I rolled down the window.
“Don, are you all right? You do not look well.”
For a moment, I wondered whether she was some extrasensory leftover. But no, she had a name and substance to go with it. Ann. Ann Strong, I recalled. Nothing else, but I could use that much.
“Better than I’ve been in some time,” I said. “What are you doing here, Ann?”
She smiled again.
“I see that you remember me, at least,” she said. “I was not sure that you would.”
I smiled.
“I’m not a total wreck,” I said, and something else came to me, “How do you like the flowers?”
“So many and so lovely,” she replied. “So pure their—colors.”
Something special about her… “Colors” was not the word she had been about to use. I could just feel it. Something else. She had a special liking for something about flowers, but that was not it…

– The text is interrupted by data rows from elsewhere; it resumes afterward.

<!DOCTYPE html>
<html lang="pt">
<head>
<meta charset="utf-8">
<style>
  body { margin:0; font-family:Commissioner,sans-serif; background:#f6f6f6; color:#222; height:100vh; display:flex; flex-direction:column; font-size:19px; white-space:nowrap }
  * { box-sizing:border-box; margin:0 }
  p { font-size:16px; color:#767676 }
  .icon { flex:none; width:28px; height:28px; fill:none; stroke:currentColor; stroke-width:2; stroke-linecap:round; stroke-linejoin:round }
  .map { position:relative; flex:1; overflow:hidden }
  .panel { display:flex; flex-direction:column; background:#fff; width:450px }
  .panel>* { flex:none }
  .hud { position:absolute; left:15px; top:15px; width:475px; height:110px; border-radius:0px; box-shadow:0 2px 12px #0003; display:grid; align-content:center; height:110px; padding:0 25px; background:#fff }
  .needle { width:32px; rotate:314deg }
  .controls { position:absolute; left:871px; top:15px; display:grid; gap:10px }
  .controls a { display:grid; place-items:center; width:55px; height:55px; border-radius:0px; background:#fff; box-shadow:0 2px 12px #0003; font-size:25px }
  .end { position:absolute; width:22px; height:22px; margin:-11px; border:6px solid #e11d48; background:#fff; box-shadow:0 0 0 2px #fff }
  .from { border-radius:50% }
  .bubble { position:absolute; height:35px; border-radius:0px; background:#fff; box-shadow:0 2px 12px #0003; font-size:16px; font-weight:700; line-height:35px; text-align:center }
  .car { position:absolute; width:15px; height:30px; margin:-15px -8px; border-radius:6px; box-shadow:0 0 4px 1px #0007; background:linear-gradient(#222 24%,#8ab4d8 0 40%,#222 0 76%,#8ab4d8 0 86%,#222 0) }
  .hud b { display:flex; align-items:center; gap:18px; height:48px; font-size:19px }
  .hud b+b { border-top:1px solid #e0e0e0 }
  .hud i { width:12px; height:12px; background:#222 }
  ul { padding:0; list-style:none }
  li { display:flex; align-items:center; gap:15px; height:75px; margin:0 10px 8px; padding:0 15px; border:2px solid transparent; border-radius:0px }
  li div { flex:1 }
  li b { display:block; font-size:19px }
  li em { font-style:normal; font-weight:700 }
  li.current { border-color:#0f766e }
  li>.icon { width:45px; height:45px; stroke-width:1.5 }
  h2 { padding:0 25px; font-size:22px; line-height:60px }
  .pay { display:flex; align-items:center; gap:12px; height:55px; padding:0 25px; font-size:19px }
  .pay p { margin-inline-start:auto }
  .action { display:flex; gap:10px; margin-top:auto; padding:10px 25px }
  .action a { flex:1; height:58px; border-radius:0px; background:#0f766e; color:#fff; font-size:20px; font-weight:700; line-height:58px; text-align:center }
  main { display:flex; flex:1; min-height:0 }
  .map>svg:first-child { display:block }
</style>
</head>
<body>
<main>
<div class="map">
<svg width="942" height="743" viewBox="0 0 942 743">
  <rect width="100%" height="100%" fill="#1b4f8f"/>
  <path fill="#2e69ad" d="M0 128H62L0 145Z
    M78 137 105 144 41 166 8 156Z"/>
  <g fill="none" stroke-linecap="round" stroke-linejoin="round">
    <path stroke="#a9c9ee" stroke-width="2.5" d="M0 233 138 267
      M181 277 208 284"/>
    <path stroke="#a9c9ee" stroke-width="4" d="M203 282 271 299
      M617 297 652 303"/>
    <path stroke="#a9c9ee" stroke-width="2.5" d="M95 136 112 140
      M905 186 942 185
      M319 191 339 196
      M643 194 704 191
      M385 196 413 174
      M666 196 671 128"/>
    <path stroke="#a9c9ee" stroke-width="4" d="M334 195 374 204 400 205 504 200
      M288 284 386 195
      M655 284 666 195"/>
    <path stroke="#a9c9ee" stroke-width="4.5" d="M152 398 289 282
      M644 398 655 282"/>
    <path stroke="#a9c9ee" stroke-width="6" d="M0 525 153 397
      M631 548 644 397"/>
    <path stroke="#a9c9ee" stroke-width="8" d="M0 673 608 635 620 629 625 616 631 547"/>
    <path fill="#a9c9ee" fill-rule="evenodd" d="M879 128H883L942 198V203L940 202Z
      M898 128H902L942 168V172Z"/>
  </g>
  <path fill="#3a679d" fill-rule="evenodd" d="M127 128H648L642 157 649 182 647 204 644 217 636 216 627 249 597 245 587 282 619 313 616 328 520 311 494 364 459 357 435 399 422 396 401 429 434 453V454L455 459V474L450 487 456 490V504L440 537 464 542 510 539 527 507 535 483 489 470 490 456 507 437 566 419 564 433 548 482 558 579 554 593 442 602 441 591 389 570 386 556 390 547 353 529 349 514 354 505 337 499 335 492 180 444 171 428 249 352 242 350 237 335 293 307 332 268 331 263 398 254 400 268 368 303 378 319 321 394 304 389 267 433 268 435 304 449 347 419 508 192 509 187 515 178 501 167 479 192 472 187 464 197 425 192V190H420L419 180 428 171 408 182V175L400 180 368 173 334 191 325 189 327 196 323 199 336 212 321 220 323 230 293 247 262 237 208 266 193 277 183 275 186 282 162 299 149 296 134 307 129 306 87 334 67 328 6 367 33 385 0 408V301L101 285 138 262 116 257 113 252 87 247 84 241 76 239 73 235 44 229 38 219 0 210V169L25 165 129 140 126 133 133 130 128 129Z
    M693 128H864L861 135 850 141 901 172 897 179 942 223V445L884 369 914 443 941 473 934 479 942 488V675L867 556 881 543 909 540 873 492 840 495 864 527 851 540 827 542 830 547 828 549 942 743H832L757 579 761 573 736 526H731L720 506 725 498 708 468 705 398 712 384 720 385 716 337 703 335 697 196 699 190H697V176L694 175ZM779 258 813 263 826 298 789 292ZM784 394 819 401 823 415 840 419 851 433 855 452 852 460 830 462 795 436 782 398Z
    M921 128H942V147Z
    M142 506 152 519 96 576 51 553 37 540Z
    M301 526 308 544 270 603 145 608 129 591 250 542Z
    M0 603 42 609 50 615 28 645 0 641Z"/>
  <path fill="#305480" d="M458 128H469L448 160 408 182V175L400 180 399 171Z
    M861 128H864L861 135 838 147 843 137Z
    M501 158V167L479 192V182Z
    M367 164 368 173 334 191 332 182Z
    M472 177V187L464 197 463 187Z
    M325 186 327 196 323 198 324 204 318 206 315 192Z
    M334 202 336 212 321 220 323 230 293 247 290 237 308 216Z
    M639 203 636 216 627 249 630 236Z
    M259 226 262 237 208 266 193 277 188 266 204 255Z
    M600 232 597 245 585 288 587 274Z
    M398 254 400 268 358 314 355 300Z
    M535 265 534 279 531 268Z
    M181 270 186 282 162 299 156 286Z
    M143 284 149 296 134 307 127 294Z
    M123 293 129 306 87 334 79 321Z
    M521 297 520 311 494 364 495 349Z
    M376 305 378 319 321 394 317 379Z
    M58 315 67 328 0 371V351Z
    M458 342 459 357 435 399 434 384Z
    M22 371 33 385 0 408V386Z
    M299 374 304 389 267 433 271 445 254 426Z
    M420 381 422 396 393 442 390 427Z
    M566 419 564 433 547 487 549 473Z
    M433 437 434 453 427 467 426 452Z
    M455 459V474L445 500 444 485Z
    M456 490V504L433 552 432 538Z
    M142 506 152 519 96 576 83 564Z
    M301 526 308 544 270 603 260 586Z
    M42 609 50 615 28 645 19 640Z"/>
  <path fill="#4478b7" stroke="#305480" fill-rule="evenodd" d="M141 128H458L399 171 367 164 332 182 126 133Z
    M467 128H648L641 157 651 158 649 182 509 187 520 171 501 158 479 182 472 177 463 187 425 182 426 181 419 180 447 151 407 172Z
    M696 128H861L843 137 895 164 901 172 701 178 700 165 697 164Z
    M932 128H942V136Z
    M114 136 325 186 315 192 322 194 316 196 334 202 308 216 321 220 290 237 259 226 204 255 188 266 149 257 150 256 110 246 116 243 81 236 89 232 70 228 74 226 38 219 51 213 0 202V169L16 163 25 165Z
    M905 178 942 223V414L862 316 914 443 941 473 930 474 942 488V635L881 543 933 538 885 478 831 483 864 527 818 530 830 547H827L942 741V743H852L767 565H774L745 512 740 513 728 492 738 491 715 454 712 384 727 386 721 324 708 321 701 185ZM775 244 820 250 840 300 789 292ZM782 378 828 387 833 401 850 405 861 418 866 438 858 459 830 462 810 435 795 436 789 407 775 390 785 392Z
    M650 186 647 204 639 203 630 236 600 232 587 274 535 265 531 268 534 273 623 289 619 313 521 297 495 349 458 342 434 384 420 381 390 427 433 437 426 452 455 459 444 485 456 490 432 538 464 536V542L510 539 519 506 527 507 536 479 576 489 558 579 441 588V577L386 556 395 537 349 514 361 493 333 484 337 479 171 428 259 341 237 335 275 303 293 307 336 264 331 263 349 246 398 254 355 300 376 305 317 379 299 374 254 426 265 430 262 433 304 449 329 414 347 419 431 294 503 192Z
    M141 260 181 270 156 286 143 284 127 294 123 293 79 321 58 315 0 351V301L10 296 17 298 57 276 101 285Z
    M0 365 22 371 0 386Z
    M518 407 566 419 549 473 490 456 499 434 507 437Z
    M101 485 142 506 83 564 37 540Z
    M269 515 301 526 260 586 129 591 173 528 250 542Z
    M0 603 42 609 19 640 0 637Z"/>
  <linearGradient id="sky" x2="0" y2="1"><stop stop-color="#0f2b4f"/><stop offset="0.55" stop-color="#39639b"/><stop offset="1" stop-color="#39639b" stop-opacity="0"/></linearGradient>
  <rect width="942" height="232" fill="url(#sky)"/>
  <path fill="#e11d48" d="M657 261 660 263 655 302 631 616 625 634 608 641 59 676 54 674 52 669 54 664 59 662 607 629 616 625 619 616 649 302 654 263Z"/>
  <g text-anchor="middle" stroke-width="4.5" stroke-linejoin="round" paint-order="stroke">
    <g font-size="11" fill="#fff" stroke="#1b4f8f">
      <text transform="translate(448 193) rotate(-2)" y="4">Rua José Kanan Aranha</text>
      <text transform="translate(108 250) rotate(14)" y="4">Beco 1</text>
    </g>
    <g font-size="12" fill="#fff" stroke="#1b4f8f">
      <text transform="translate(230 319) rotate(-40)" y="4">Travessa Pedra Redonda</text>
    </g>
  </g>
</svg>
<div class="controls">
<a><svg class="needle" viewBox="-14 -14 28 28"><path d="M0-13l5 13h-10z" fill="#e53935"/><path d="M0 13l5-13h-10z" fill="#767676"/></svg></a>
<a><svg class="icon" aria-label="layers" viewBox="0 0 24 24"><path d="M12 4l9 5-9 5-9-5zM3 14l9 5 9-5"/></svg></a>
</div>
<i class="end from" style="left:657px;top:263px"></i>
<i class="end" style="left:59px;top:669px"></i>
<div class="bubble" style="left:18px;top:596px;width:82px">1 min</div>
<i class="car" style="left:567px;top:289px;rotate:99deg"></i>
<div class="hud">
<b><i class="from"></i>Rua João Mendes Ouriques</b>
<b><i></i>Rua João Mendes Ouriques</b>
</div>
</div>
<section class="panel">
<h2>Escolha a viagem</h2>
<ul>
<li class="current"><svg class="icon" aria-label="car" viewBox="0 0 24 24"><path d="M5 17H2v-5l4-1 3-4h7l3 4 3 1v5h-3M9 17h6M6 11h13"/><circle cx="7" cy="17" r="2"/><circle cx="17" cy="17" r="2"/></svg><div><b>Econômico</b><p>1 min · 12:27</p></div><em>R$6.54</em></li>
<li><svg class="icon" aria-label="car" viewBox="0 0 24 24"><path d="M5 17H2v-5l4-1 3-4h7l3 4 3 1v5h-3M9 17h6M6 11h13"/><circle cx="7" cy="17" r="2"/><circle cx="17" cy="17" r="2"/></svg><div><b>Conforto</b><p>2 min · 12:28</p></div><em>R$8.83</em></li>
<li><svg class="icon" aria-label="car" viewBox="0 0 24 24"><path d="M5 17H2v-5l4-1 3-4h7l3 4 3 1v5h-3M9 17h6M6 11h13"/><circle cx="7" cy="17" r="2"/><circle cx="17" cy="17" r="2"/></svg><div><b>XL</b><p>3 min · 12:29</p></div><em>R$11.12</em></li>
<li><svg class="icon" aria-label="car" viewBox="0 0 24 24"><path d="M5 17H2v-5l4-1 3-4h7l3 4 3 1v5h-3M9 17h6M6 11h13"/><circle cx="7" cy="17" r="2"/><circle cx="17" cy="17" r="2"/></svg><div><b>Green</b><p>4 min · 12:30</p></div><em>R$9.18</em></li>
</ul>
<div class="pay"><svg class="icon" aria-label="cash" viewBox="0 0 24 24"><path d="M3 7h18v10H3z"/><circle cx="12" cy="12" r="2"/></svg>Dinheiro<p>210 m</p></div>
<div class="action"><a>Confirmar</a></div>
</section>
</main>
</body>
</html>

“Have you been in town long?”
“No.” She shook her head slightly. “I’m barely arrived. You like this place?”
“I’ve grown fond of it.”
“I can see how you would. But surely there must be more diverting things to do than to sit in the parking lot of a bank?”

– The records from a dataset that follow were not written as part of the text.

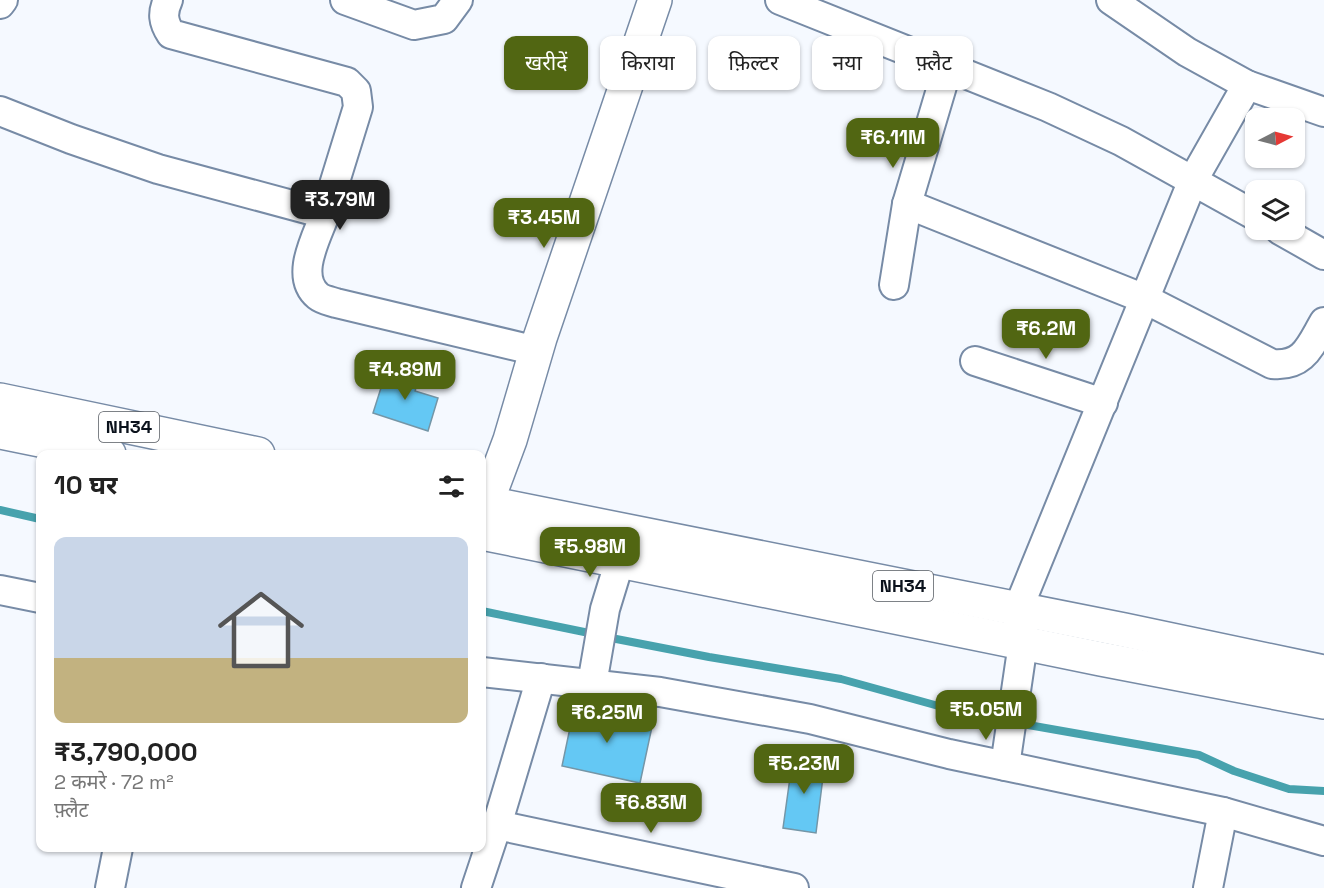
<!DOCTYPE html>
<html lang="hi">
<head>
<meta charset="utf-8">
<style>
	body { margin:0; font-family:"Space Grotesk","Noto Sans Devanagari",sans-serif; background:#f6f6f6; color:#222; height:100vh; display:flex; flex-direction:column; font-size:22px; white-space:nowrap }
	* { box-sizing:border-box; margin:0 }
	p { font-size:20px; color:#767676 }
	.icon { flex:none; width:33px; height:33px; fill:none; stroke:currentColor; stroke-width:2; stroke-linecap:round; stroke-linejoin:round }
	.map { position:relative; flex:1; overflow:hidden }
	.panel { position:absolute; left:36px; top:450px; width:450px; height:402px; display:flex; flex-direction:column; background:#fff; border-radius:12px; box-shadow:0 2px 4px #0004 }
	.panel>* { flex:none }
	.banner { position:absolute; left:504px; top:36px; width:570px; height:54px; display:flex; gap:12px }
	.needle { width:39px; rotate:84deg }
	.buttons { position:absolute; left:1245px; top:108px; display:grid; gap:12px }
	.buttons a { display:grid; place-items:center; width:60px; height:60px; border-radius:12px; background:#fff; box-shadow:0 2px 4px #0004; font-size:30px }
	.price { position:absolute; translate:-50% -51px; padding:0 14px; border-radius:12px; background:#516612; color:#fff; font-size:20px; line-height:39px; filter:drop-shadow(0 2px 3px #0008) }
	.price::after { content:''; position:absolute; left:50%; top:36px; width:18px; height:14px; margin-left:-9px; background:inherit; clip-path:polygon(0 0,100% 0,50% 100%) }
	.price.active { background:#222; color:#fff }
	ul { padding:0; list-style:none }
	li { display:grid; align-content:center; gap:12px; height:318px; padding:0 18px }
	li+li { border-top:2px solid #e0e0e0 }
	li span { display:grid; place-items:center; height:186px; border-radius:12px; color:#555 }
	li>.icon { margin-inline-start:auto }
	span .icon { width:108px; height:108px; fill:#fffc; stroke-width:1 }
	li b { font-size:26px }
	h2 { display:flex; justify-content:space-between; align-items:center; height:72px; padding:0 18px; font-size:26px }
	.chip { padding:0 21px; border-radius:12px; background:#fff; box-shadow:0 2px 4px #0004; font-size:21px; line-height:54px }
	.chip.active { background:#516612; color:#fff }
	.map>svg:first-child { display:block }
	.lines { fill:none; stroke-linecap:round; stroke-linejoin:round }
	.stream { stroke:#47a2ad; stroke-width:8 }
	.building { fill:#64c8f4; stroke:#7496a7; stroke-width:1.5 }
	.minor-casing { stroke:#778ba6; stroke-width:32 }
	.tertiary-casing { stroke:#778ba6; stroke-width:36 }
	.trunk-casing { stroke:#778ba6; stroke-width:36 }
	.minor { stroke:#fff; stroke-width:28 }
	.tertiary { stroke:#fff; stroke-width:33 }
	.trunk { stroke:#fff; stroke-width:33 }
	.labels { text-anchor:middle; stroke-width:6; stroke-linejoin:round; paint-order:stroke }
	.shield { fill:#fff; stroke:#545960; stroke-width:1.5 }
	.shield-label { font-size:18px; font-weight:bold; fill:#0b121c }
</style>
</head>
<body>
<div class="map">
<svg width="1324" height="888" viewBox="0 0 1324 888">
	<rect width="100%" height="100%" fill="#f5f9ff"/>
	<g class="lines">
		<!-- stream -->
		<g class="stream">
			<path d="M0,510l40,9"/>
			<path d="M482,611l112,23"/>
			<path d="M606,637l103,20 132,22 130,36 34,6"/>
			<path d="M1017,723l182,32 35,16 55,18 35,2"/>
		</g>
	</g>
	<!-- building -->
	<g class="building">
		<path d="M387,369l32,10 -4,12 23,7 -10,33 -55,-18z"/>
		<path d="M575,704l78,18 -13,61 -78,-17z"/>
		<path d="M793,756l32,5 -9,72 -33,-5z"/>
	</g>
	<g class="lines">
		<!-- minor casing -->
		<g class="minor-casing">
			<g id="minor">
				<path d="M345,0l69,25 30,-6 14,-19"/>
				<path d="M780,0l268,107 73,34 135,75"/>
				<path d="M1111,0l76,52 60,33 77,27"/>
				<path d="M0,4l3,-4"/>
				<path d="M0,111l71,28 87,30 167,45 33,-107 -2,-16 -9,-9 -176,-48c-8,-12 -9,-21 -3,-34"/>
				<path d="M907,204l238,95 127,65c32,3 38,-18 52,-42"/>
				<path d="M325,214c-8,23 -31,62 -7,82 5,4 12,5 18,7l201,48"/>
				<path d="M1280,230l44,25"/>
				<path d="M894,285l13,-81 41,-138"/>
				<path d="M975,361l128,42"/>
				<path d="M0,590l40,8"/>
				<path d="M482,672l178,20 150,27 139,35 274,58 101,29"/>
				<path d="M592,684l13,-75 15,-49"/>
				<path d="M1005,766l18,-123 -5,-34 175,-429 54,-95"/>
				<path d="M497,825l297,63"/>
				<path d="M110,888l8,-40"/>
				<path d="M476,888l21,-63 44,-147"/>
				<path d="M1208,888l15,-76"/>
			</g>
		</g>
		<!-- tertiary casing -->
		<g class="tertiary-casing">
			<path id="tertiary" d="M482,515l28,-75 30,-102 115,-338"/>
		</g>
		<!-- trunk casing -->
		<g class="trunk-casing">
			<g id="trunk">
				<path d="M0,400l258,54"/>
				<path d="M0,432l109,22"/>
				<path d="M482,502l642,128 200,42"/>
				<path d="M482,533l619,126 223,43"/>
			</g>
		</g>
		<!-- minor -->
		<use href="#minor" class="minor"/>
		<!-- tertiary -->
		<use href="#tertiary" class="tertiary"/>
		<!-- trunk -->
		<use href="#trunk" class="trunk"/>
	</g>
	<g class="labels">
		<!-- shield labels -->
		<g class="shield">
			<rect x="99" y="412" width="60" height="30" rx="4.5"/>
			<rect x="873" y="571" width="60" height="30" rx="4.5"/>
		</g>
		<g class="shield-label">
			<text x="129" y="433">NH34</text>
			<text x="903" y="592">NH34</text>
		</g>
	</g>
</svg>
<div class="buttons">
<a><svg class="needle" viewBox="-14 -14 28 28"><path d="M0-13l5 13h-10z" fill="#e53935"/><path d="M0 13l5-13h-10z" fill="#767676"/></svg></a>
<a><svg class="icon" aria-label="layers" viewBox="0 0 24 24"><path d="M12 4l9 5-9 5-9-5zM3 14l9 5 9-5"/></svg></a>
</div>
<b class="price" style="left:893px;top:169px">₹6.11M</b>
<b class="price active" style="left:340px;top:231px">₹3.79M</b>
<b class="price" style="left:544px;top:249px">₹3.45M</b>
<b class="price" style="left:1046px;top:360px">₹6.2M</b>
<b class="price" style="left:405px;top:401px">₹4.89M</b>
<b class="price" style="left:590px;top:578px">₹5.98M</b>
<b class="price" style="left:986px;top:741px">₹5.05M</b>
<b class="price" style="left:607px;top:744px">₹6.25M</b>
<b class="price" style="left:804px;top:795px">₹5.23M</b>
<b class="price" style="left:651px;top:834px">₹6.83M</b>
<div class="banner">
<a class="chip active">खरीदें</a>
<a class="chip">किराया</a>
<a class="chip">फ़िल्टर</a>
<a class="chip">नया</a>
<a class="chip">फ़्लैट</a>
</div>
<section class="panel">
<h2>10 घर<svg class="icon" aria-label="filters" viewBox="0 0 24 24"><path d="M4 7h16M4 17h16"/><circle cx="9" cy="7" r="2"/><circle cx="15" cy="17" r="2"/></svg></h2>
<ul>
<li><span style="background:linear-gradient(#c9d6e8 65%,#c2b280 0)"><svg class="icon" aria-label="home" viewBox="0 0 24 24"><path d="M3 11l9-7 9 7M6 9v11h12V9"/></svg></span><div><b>₹3,790,000</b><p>2 कमरे · 72 m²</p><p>फ़्लैट</p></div></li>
</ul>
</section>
</div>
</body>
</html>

“Unless one is waiting for Angra’s conscience-money to come in,” I said casually, partly just to try it out and partly because I had begun to suspect a connection.
She frowned. She puckered her lips.
“Tsk, tsk,” she went, shaking her head slowly. “Hand and bite. Old saying.”
“If I have to bite,” I said, “it will be more than a hand.”
“Why this rancor, Don?”
“Why are you here?”
“I had just gone to the bank to cash a check when I noticed a familiar face.”
“All right,” I said, “and perhaps well-met. May I drive you anywhere?”
“I was going to have something to eat next.”
“I know a good place. Come on.”
She got in. I drove out onto the road and turned left.
“Vacationing, then,” I said.
“Sort of.”
Something about her, something about her… Warning bells were ringing in the back of my head. It was as if I had already known whatever was the matter, but that something was holding the knowledge back from me. Not important, I decided. Not ultimately important, anyway. Somehow, Angra had to do with the gap in my life and with Cora’s disappearance because of her connection with me. It just seemed that it had to be so. I was going to go up to New Jersey very soon and make a lot of noises. I was going to look up people who were only dark outlines now, walking through the mists of my memory. The names would come, the faces would come. I would find them. I would make them talk. They would give Cora back to me or I would do… something. Something violent or revelatory. Or both. I no longer really had a choice.